What to work on —
Copy all the records exactly, but keep the pictures out of your version.

Data supplied —
Segment Open

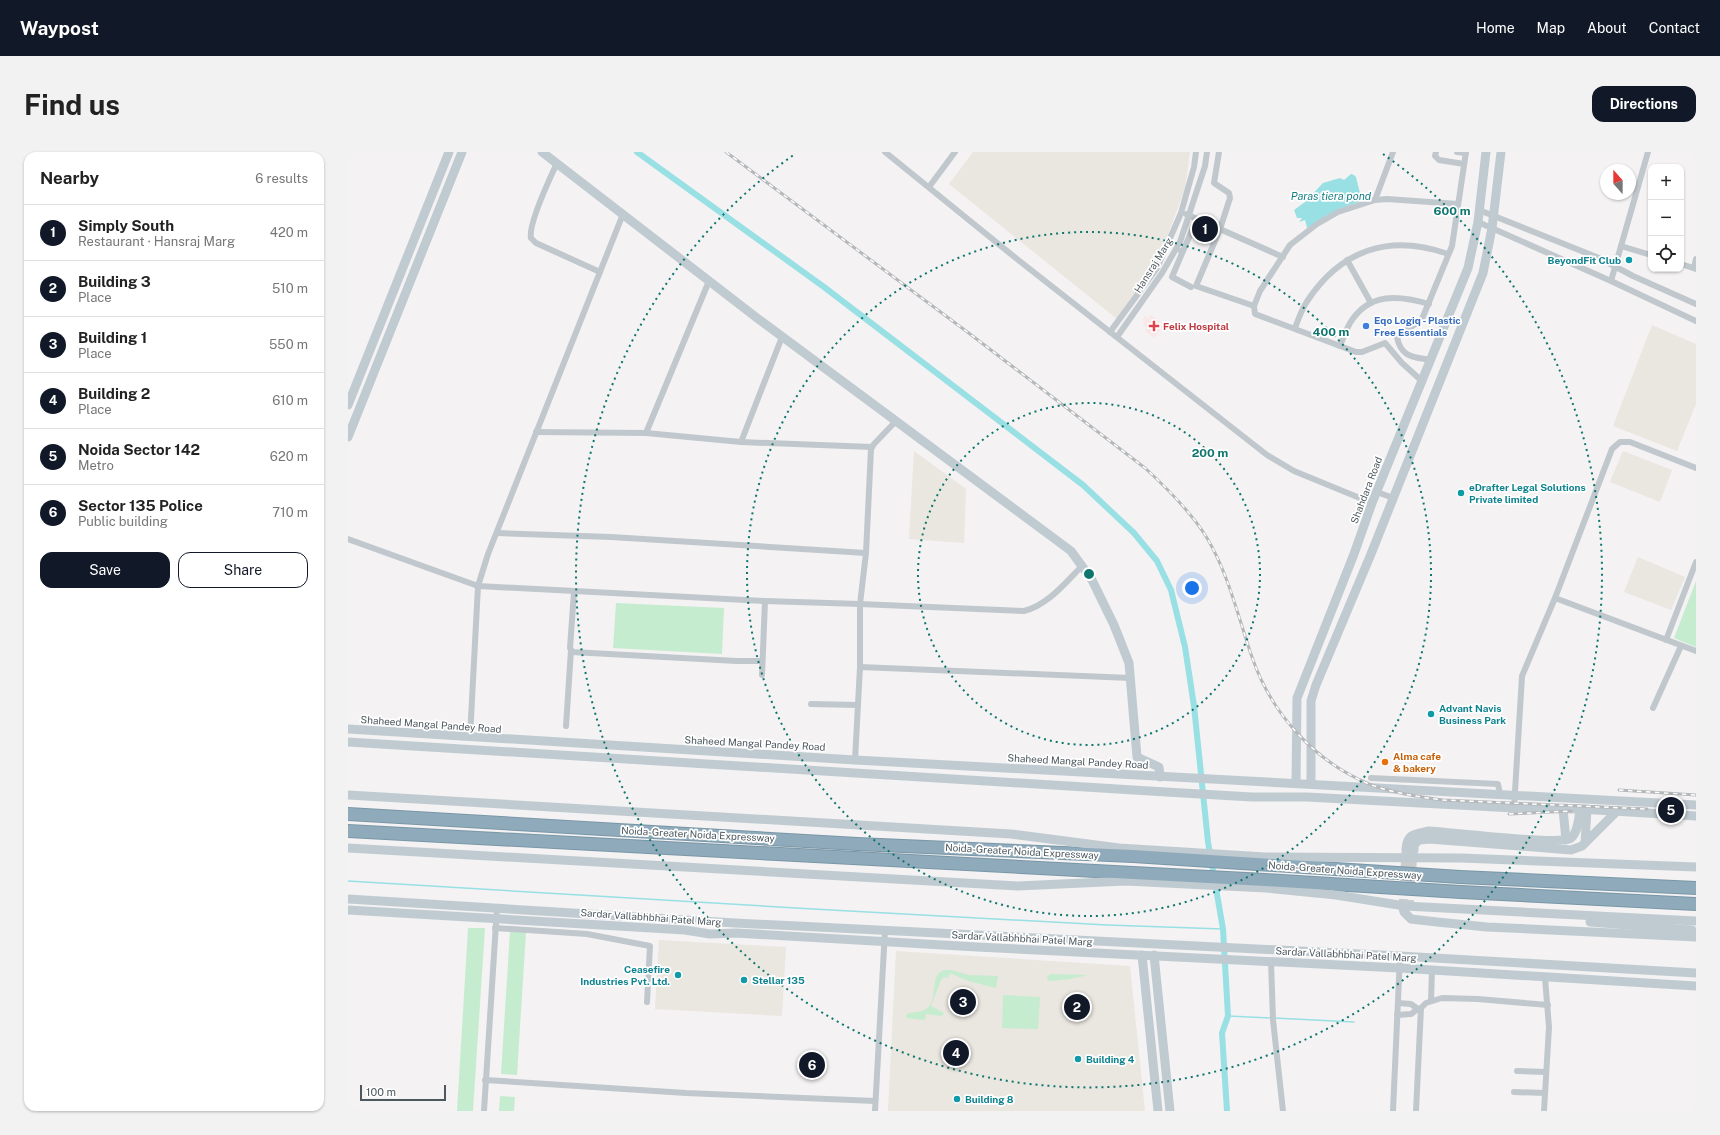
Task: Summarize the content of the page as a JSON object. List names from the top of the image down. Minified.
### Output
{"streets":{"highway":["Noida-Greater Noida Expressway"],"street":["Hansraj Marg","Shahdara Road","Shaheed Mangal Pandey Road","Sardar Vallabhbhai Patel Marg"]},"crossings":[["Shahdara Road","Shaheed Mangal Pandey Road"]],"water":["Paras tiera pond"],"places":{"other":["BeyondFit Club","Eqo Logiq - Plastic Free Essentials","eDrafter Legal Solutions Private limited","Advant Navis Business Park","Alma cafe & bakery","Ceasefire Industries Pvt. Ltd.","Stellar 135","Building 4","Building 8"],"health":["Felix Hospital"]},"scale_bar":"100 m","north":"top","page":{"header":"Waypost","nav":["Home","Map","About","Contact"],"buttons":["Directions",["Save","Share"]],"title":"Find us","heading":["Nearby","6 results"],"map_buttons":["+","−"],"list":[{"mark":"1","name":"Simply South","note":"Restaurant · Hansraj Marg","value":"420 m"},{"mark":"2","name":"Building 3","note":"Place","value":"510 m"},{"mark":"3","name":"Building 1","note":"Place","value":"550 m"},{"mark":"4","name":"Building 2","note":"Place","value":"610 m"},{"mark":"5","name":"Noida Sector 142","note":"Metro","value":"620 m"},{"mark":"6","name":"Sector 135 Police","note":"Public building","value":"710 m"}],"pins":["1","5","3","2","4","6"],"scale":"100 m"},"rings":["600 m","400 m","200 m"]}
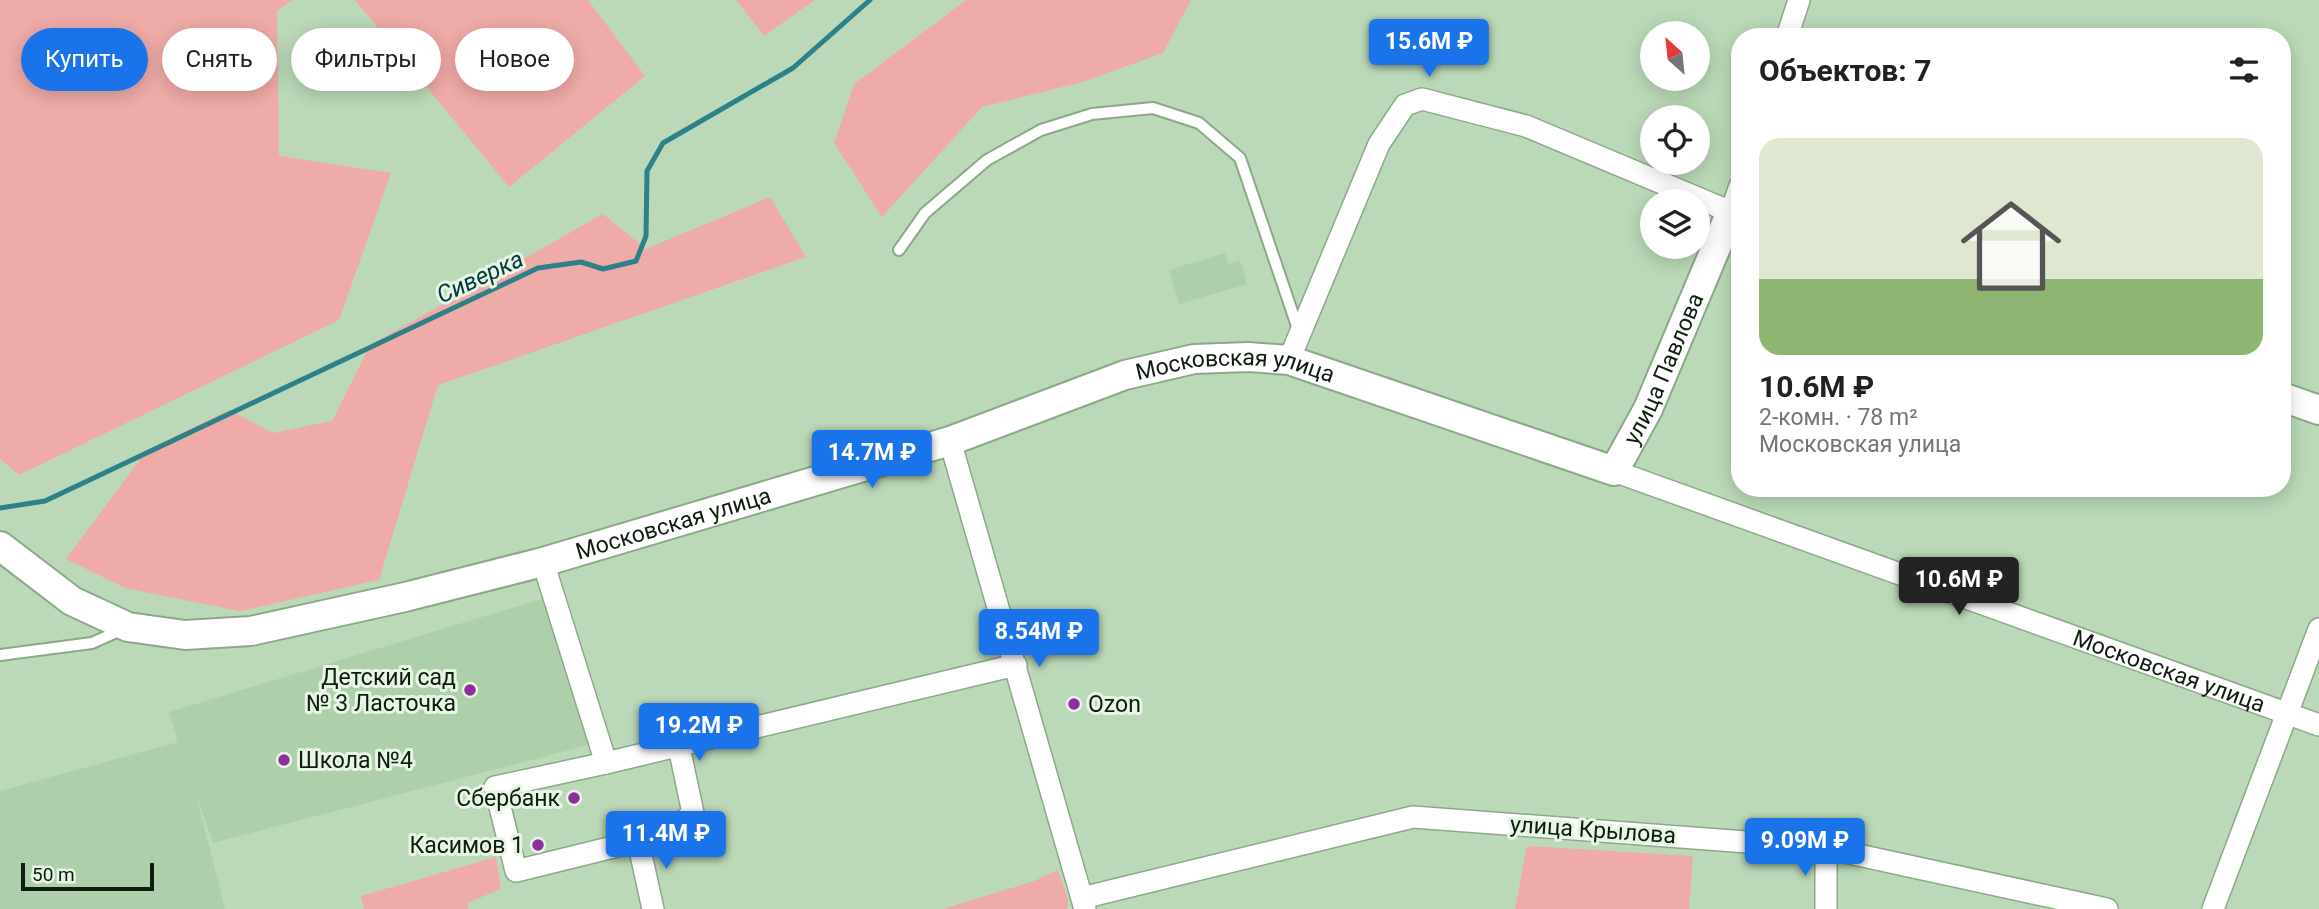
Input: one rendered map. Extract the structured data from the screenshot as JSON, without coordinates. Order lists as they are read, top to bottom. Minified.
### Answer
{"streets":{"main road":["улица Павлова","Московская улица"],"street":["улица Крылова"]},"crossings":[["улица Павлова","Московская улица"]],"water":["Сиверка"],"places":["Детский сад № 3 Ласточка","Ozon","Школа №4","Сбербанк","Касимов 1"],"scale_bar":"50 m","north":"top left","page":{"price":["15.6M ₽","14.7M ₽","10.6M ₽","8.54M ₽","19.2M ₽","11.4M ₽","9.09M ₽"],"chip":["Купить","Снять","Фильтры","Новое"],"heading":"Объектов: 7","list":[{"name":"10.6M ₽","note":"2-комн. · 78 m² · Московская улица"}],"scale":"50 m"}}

Segment Closed

Exercise output —
Task: Summarize the content of the page as a JSON object. List names from the top of the image down. Minified.
### Output
{"streets":{"highway":["Noida-Greater Noida Expressway"],"street":["Hansraj Marg","Shahdara Road","Shaheed Mangal Pandey Road","Sardar Vallabhbhai Patel Marg"]},"crossings":[["Shahdara Road","Shaheed Mangal Pandey Road"]],"water":["Paras tiera pond"],"places":{"other":["BeyondFit Club","Eqo Logiq - Plastic Free Essentials","eDrafter Legal Solutions Private limited","Advant Navis Business Park","Alma cafe & bakery","Ceasefire Industries Pvt. Ltd.","Stellar 135","Building 4","Building 8"],"health":["Felix Hospital"]},"scale_bar":"100 m","north":"top","page":{"header":"Waypost","nav":["Home","Map","About","Contact"],"buttons":["Directions",["Save","Share"]],"title":"Find us","heading":["Nearby","6 results"],"map_buttons":["+","−"],"list":[{"mark":"1","name":"Simply South","note":"Restaurant · Hansraj Marg","value":"420 m"},{"mark":"2","name":"Building 3","note":"Place","value":"510 m"},{"mark":"3","name":"Building 1","note":"Place","value":"550 m"},{"mark":"4","name":"Building 2","note":"Place","value":"610 m"},{"mark":"5","name":"Noida Sector 142","note":"Metro","value":"620 m"},{"mark":"6","name":"Sector 135 Police","note":"Public building","value":"710 m"}],"pins":["1","5","3","2","4","6"],"scale":"100 m"},"rings":["600 m","400 m","200 m"]}
Input: one rendered map. Extract the structured data from the screenshot as JSON, without coordinates. Order lists as they are read, top to bottom. Minified.
### Answer
{"streets":{"main road":["улица Павлова","Московская улица"],"street":["улица Крылова"]},"crossings":[["улица Павлова","Московская улица"]],"water":["Сиверка"],"places":["Детский сад № 3 Ласточка","Ozon","Школа №4","Сбербанк","Касимов 1"],"scale_bar":"50 m","north":"top left","page":{"price":["15.6M ₽","14.7M ₽","10.6M ₽","8.54M ₽","19.2M ₽","11.4M ₽","9.09M ₽"],"chip":["Купить","Снять","Фильтры","Новое"],"heading":"Объектов: 7","list":[{"name":"10.6M ₽","note":"2-комн. · 78 m² · Московская улица"}],"scale":"50 m"}}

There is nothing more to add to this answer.